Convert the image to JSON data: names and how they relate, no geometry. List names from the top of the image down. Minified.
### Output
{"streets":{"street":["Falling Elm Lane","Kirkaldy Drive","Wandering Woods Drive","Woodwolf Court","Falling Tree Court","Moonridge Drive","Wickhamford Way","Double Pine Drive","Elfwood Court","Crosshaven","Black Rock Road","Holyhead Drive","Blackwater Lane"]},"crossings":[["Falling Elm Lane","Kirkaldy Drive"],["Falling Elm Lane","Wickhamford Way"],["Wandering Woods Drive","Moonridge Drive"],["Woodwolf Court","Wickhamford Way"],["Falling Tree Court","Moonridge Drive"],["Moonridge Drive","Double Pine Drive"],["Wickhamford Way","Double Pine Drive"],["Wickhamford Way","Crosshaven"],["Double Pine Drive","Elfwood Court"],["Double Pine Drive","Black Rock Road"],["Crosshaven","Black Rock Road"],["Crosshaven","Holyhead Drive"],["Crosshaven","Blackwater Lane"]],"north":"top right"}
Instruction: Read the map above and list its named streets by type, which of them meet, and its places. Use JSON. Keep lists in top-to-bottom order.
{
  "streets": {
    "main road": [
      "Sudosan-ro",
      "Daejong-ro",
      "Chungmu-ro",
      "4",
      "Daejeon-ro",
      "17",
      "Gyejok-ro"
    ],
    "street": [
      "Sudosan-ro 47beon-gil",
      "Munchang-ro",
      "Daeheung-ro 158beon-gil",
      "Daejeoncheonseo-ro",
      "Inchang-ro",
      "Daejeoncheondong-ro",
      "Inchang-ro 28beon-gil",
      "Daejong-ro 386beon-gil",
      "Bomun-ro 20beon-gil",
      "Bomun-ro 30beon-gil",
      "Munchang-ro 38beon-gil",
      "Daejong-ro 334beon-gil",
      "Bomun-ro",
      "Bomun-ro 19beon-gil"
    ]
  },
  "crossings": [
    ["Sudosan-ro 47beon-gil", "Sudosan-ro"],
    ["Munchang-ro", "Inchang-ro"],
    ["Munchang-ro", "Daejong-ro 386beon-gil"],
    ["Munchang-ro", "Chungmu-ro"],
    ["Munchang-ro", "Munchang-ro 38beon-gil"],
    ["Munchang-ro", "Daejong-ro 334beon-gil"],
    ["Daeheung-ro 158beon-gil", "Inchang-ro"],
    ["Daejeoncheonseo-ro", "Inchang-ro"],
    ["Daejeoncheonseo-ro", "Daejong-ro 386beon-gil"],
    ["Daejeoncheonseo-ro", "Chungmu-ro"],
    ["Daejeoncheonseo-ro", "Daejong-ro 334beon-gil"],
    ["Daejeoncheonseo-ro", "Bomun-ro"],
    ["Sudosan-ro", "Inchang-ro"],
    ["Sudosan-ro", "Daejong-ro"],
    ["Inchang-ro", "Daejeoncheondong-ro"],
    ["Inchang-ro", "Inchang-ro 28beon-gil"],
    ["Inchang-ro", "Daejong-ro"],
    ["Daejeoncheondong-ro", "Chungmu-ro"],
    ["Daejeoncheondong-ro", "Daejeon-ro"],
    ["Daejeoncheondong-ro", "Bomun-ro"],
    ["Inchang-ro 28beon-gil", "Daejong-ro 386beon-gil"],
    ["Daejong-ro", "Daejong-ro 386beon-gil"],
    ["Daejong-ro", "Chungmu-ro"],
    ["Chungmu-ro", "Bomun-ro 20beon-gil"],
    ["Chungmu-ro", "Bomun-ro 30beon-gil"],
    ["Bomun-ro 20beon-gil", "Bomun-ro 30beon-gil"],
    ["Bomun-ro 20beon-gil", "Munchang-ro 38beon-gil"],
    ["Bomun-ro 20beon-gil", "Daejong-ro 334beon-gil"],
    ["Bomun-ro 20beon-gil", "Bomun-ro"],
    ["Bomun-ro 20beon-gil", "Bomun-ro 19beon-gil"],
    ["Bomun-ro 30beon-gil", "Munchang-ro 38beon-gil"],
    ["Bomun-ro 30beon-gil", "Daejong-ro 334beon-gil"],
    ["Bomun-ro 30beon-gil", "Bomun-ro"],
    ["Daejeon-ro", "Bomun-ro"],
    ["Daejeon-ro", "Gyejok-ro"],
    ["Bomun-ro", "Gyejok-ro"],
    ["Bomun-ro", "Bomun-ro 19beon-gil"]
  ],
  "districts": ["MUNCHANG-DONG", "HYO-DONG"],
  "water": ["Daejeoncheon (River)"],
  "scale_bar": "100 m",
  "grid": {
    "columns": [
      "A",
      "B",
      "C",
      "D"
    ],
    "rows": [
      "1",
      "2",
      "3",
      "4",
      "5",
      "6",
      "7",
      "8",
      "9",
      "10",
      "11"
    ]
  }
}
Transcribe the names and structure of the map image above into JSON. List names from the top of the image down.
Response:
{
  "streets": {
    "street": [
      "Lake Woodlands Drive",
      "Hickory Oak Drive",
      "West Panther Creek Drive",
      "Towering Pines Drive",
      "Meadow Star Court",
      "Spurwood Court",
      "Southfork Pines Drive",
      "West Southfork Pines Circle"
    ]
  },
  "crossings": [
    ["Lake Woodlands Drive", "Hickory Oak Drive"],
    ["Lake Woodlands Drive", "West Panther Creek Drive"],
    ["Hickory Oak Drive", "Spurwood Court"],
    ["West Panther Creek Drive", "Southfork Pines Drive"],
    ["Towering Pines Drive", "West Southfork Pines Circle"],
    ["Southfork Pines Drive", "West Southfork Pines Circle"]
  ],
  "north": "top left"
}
+ + +
## Task to carry out
A word-for-word restatement of every record above is expected.

## Response box
Convert the image to JSON data: names and how they relate, no geometry. List names from the top of the image down. Minified.
### Output
{"streets":{"street":["Falling Elm Lane","Kirkaldy Drive","Wandering Woods Drive","Woodwolf Court","Falling Tree Court","Moonridge Drive","Wickhamford Way","Double Pine Drive","Elfwood Court","Crosshaven","Black Rock Road","Holyhead Drive","Blackwater Lane"]},"crossings":[["Falling Elm Lane","Kirkaldy Drive"],["Falling Elm Lane","Wickhamford Way"],["Wandering Woods Drive","Moonridge Drive"],["Woodwolf Court","Wickhamford Way"],["Falling Tree Court","Moonridge Drive"],["Moonridge Drive","Double Pine Drive"],["Wickhamford Way","Double Pine Drive"],["Wickhamford Way","Crosshaven"],["Double Pine Drive","Elfwood Court"],["Double Pine Drive","Black Rock Road"],["Crosshaven","Black Rock Road"],["Crosshaven","Holyhead Drive"],["Crosshaven","Blackwater Lane"]],"north":"top right"}
Instruction: Read the map above and list its named streets by type, which of them meet, and its places. Use JSON. Keep lists in top-to-bottom order.
{
  "streets": {
    "main road": [
      "Sudosan-ro",
      "Daejong-ro",
      "Chungmu-ro",
      "4",
      "Daejeon-ro",
      "17",
      "Gyejok-ro"
    ],
    "street": [
      "Sudosan-ro 47beon-gil",
      "Munchang-ro",
      "Daeheung-ro 158beon-gil",
      "Daejeoncheonseo-ro",
      "Inchang-ro",
      "Daejeoncheondong-ro",
      "Inchang-ro 28beon-gil",
      "Daejong-ro 386beon-gil",
      "Bomun-ro 20beon-gil",
      "Bomun-ro 30beon-gil",
      "Munchang-ro 38beon-gil",
      "Daejong-ro 334beon-gil",
      "Bomun-ro",
      "Bomun-ro 19beon-gil"
    ]
  },
  "crossings": [
    ["Sudosan-ro 47beon-gil", "Sudosan-ro"],
    ["Munchang-ro", "Inchang-ro"],
    ["Munchang-ro", "Daejong-ro 386beon-gil"],
    ["Munchang-ro", "Chungmu-ro"],
    ["Munchang-ro", "Munchang-ro 38beon-gil"],
    ["Munchang-ro", "Daejong-ro 334beon-gil"],
    ["Daeheung-ro 158beon-gil", "Inchang-ro"],
    ["Daejeoncheonseo-ro", "Inchang-ro"],
    ["Daejeoncheonseo-ro", "Daejong-ro 386beon-gil"],
    ["Daejeoncheonseo-ro", "Chungmu-ro"],
    ["Daejeoncheonseo-ro", "Daejong-ro 334beon-gil"],
    ["Daejeoncheonseo-ro", "Bomun-ro"],
    ["Sudosan-ro", "Inchang-ro"],
    ["Sudosan-ro", "Daejong-ro"],
    ["Inchang-ro", "Daejeoncheondong-ro"],
    ["Inchang-ro", "Inchang-ro 28beon-gil"],
    ["Inchang-ro", "Daejong-ro"],
    ["Daejeoncheondong-ro", "Chungmu-ro"],
    ["Daejeoncheondong-ro", "Daejeon-ro"],
    ["Daejeoncheondong-ro", "Bomun-ro"],
    ["Inchang-ro 28beon-gil", "Daejong-ro 386beon-gil"],
    ["Daejong-ro", "Daejong-ro 386beon-gil"],
    ["Daejong-ro", "Chungmu-ro"],
    ["Chungmu-ro", "Bomun-ro 20beon-gil"],
    ["Chungmu-ro", "Bomun-ro 30beon-gil"],
    ["Bomun-ro 20beon-gil", "Bomun-ro 30beon-gil"],
    ["Bomun-ro 20beon-gil", "Munchang-ro 38beon-gil"],
    ["Bomun-ro 20beon-gil", "Daejong-ro 334beon-gil"],
    ["Bomun-ro 20beon-gil", "Bomun-ro"],
    ["Bomun-ro 20beon-gil", "Bomun-ro 19beon-gil"],
    ["Bomun-ro 30beon-gil", "Munchang-ro 38beon-gil"],
    ["Bomun-ro 30beon-gil", "Daejong-ro 334beon-gil"],
    ["Bomun-ro 30beon-gil", "Bomun-ro"],
    ["Daejeon-ro", "Bomun-ro"],
    ["Daejeon-ro", "Gyejok-ro"],
    ["Bomun-ro", "Gyejok-ro"],
    ["Bomun-ro", "Bomun-ro 19beon-gil"]
  ],
  "districts": ["MUNCHANG-DONG", "HYO-DONG"],
  "water": ["Daejeoncheon (River)"],
  "scale_bar": "100 m",
  "grid": {
    "columns": [
      "A",
      "B",
      "C",
      "D"
    ],
    "rows": [
      "1",
      "2",
      "3",
      "4",
      "5",
      "6",
      "7",
      "8",
      "9",
      "10",
      "11"
    ]
  }
}
Transcribe the names and structure of the map image above into JSON. List names from the top of the image down.
Response:
{
  "streets": {
    "street": [
      "Lake Woodlands Drive",
      "Hickory Oak Drive",
      "West Panther Creek Drive",
      "Towering Pines Drive",
      "Meadow Star Court",
      "Spurwood Court",
      "Southfork Pines Drive",
      "West Southfork Pines Circle"
    ]
  },
  "crossings": [
    ["Lake Woodlands Drive", "Hickory Oak Drive"],
    ["Lake Woodlands Drive", "West Panther Creek Drive"],
    ["Hickory Oak Drive", "Spurwood Court"],
    ["West Panther Creek Drive", "Southfork Pines Drive"],
    ["Towering Pines Drive", "West Southfork Pines Circle"],
    ["Southfork Pines Drive", "West Southfork Pines Circle"]
  ],
  "north": "top left"
}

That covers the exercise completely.